Security in the energy sectors, from oil to gas to electric, is failing. Old-concept security, built around a failed premise of keeping all the bad guys out, no longer works in today’s energy environment where we face challenges related to three technology trends.
Eco-system interdependence, where an attack on a tier three provider can be as devastating as a full frontal assault on your headquarters.
Technology shifts away from owned data centers toward more efficient clouds, software-as-a-service, industrial control systems (ICS), and bring-your-own-device (BYOD) mobility.
Increasing threats from highly organized criminals, highly motivated terrorists, and highly bankrolled foreign intelligence services, looking to steal from you, and/or degrade your ability to provide energy to your constituents.
Today’s energy security must move away from outdated concepts of building higher walls and simply watching as ever increasing numbers of security events unfold. It needs a basic core premise that works for today’s environment. In short, security must change to succeed.
A working premise for today: Some malware will get in, but it won’t cripple your company or endanger the consumers you support. This simple security concept is rooted in fact, believable as to be trusted, and able to be implemented in today’s real energy environments. But it also requires a change in thinking at the top. It requires bold leadership and the confidence to admit to what’s failed in the past while charting a better course for the future.
This new style of thinking works for upstream and downstream in oil, production and distribution in gas, and generation and distribution in electric. It works with the computers that manage these businesses, as well as the industrial control systems that operate it. It works across an energy eco-system, and in challenging security environments. It works in energy data centers, hybrid and public clouds, ICS/SCADA, and global mobile. In short, it works in today’s real world environments.
This new approach to security is called micro-segmentation (uSeg), and when implemented correctly is a simpler and safer way to operate in the energy sector.
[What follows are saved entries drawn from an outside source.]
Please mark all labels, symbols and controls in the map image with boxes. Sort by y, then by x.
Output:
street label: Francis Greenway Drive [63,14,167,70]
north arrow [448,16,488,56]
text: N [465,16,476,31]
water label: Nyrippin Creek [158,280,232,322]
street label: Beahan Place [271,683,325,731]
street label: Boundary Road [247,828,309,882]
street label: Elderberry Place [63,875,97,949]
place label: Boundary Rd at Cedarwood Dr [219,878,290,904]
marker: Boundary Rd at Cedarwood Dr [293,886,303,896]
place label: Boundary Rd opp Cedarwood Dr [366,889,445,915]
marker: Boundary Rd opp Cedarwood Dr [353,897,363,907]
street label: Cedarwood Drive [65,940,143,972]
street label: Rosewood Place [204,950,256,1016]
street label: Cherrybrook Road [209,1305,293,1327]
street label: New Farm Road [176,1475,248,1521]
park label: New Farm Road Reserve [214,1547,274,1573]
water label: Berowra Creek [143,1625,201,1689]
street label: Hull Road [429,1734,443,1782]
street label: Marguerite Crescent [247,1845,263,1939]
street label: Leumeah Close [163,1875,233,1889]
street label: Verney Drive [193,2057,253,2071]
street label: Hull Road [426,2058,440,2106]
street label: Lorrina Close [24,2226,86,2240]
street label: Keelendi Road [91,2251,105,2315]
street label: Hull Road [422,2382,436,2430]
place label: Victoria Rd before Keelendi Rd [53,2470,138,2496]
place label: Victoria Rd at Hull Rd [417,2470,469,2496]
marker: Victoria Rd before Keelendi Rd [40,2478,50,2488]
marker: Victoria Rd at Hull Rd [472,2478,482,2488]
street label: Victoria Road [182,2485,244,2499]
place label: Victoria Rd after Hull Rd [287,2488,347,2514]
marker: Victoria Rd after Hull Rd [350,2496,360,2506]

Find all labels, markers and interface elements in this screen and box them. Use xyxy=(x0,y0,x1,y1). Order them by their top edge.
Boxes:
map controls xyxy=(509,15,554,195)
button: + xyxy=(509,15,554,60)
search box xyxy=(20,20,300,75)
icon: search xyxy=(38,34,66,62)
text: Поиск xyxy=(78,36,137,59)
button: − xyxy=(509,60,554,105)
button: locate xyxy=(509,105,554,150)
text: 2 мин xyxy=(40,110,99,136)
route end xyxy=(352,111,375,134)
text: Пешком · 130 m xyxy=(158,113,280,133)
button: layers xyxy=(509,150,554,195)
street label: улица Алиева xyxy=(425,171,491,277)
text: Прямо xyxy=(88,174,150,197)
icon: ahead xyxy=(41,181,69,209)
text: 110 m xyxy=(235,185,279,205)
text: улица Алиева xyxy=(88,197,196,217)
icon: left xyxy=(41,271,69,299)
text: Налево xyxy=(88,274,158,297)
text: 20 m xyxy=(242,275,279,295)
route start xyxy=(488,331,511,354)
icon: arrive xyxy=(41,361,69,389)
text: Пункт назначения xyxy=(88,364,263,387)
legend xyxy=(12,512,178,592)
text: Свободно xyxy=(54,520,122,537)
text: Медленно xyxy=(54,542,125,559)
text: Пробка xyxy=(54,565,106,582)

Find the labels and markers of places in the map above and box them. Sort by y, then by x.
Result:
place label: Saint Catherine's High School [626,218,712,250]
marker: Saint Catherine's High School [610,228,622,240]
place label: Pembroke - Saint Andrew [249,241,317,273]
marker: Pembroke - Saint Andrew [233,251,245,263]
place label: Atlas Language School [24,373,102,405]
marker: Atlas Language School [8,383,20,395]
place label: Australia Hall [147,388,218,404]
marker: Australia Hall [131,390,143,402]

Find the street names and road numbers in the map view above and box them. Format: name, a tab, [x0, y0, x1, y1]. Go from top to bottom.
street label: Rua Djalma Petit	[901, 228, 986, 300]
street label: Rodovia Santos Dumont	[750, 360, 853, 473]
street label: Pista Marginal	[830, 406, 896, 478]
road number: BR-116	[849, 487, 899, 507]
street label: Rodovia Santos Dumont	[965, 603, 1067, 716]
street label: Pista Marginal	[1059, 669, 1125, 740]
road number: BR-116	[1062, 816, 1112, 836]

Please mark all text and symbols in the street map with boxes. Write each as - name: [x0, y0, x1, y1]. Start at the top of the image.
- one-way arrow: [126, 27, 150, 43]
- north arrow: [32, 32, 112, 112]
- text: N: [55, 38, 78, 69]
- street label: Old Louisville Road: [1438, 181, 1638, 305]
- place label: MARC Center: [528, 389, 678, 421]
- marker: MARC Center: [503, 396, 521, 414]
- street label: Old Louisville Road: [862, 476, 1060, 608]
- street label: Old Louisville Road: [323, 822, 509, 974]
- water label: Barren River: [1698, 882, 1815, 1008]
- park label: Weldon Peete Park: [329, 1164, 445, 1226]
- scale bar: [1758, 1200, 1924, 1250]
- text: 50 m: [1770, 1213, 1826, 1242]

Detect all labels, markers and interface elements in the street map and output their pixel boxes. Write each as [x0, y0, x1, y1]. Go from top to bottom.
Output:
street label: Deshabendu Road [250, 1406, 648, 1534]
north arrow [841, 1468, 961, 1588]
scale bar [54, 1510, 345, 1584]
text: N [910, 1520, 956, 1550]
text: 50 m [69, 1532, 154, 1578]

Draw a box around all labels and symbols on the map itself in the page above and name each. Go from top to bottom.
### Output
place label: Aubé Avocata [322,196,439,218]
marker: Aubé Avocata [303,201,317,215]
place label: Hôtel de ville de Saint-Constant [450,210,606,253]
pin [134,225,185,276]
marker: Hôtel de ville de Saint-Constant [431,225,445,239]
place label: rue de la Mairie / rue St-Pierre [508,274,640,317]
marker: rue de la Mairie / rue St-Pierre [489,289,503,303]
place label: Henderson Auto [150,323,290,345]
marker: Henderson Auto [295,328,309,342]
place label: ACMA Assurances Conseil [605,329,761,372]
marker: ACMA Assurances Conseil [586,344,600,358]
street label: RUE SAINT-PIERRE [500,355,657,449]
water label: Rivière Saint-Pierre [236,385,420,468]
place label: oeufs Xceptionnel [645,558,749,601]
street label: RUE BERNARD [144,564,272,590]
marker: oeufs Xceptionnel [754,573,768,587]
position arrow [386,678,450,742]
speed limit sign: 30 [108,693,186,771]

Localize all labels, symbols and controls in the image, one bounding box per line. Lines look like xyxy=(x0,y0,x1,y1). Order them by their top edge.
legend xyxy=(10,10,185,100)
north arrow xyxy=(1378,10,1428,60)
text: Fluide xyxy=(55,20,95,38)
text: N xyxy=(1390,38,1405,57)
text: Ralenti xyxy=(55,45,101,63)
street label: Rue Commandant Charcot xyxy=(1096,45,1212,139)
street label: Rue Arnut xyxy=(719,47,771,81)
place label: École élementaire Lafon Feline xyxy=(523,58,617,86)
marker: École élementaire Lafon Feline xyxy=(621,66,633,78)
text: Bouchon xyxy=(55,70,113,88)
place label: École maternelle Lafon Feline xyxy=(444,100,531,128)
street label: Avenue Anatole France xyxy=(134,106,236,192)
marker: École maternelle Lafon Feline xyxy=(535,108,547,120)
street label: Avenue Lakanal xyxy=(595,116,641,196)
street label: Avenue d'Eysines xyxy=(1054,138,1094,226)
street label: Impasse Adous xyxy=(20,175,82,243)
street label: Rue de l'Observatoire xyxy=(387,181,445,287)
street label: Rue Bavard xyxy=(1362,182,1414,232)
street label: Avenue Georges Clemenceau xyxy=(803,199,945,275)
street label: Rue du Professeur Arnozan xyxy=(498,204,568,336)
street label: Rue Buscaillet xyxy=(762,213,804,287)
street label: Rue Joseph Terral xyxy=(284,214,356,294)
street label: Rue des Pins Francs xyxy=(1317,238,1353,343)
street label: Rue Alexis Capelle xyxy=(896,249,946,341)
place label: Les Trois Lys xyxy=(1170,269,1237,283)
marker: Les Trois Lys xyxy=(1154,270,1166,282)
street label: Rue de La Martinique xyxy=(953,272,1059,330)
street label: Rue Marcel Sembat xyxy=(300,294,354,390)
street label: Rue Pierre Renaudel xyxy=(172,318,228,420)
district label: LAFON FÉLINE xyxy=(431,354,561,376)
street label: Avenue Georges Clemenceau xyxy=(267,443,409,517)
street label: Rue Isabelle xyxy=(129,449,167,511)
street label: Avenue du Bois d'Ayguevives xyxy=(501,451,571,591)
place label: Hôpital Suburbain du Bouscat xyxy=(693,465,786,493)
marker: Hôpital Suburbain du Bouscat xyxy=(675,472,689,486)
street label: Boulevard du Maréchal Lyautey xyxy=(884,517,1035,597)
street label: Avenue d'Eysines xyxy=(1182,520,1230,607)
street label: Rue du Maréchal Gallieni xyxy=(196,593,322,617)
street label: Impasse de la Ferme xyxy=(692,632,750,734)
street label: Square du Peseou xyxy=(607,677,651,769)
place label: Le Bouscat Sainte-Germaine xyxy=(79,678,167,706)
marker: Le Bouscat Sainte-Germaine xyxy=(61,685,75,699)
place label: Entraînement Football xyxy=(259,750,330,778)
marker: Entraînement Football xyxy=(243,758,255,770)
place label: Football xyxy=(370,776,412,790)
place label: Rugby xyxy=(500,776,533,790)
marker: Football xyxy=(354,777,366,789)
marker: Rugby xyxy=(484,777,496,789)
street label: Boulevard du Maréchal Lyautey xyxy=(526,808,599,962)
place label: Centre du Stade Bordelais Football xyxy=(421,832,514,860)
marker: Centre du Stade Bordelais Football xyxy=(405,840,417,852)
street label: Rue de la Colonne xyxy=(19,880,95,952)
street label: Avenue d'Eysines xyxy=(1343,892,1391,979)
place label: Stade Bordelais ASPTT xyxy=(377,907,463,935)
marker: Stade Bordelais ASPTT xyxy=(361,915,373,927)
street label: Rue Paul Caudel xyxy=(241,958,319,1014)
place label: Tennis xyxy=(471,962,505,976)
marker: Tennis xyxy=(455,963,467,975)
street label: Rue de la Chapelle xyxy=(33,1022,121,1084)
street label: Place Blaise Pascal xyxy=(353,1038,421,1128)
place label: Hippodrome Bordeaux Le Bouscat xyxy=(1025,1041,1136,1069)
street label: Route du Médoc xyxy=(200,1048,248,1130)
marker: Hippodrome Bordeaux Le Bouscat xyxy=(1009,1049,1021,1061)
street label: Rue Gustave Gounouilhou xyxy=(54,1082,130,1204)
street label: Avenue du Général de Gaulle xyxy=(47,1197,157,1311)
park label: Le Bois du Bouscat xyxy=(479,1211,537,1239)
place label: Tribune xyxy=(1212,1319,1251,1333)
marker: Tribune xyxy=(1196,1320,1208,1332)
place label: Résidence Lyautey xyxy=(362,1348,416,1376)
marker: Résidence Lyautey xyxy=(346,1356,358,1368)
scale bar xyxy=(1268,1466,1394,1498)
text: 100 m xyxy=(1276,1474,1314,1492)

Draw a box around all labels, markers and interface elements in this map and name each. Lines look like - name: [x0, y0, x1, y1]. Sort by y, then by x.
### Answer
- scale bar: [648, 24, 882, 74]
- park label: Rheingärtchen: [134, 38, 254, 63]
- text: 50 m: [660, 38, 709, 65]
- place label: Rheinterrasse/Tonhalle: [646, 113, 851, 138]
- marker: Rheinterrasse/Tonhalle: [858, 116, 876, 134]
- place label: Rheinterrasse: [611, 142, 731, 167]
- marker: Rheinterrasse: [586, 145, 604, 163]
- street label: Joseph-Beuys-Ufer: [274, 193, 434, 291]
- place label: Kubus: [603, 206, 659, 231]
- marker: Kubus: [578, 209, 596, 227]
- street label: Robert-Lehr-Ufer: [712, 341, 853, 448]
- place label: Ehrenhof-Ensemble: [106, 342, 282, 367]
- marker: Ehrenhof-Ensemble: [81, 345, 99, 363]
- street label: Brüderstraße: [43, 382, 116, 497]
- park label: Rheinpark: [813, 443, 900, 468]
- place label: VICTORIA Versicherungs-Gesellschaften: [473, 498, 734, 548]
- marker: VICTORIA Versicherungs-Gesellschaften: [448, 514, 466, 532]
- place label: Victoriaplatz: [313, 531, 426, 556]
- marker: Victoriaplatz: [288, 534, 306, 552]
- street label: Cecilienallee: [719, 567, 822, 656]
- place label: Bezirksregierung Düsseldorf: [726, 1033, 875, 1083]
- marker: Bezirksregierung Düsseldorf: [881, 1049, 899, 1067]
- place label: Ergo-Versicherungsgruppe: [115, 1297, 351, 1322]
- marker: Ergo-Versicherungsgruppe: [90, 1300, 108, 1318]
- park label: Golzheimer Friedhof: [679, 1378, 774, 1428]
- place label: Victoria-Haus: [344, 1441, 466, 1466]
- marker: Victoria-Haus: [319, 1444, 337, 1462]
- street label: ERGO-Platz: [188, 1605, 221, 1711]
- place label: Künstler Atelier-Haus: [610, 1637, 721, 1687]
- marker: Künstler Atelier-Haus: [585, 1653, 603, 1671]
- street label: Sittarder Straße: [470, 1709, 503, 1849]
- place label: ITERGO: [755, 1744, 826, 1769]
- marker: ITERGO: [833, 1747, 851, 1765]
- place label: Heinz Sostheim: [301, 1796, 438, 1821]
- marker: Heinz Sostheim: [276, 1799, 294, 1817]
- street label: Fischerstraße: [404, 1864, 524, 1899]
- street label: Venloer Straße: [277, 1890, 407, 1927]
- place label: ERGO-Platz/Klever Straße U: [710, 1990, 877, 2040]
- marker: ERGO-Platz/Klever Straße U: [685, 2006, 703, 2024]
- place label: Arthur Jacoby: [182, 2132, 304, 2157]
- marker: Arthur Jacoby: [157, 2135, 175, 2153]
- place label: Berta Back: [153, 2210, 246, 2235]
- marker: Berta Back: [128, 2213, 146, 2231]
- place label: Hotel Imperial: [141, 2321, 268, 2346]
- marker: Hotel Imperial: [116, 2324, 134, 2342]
The concept of uSeg is very straightforward: Use encryption to wall off your most valuable data and organize data into functional “communities” so that only those who are authorized can access it.
uSeg efficiently delivers what smart chief security officers have failed to do with old-style firewalls, invasive application security retrofits, and cumbersome additional management systems. Newly available uSeg technology delivers on the promise, without firewall rules or application rewrites, by performing these services at the packet level, between layers two and three in the existing IP stacks.
While there are several approaches to implement uSeg in the energy space, I recommend a system that can be quickly and easily layered on to your current environment. It requires a system that is identity based and driven from your current Active Directory or LDAPs to minimize overhead, and that works immediately in all of your new environments including data centers, clouds and mobile devices.
With uSeg, it’s possible to:
- Securely gain the competitive advantage of clouds and mobile;
- Work with competitors as easily as employees; and
- Keep up with today’s threats without requiring unlimited budgets, perfect deployments, and access to top security professionals throughout your network.
uSeg is the answer to today’s energy security. While new, it’s already being deployed in the energy sector around the world, and beginning to make a real difference for the secure production and delivery of vital energy today.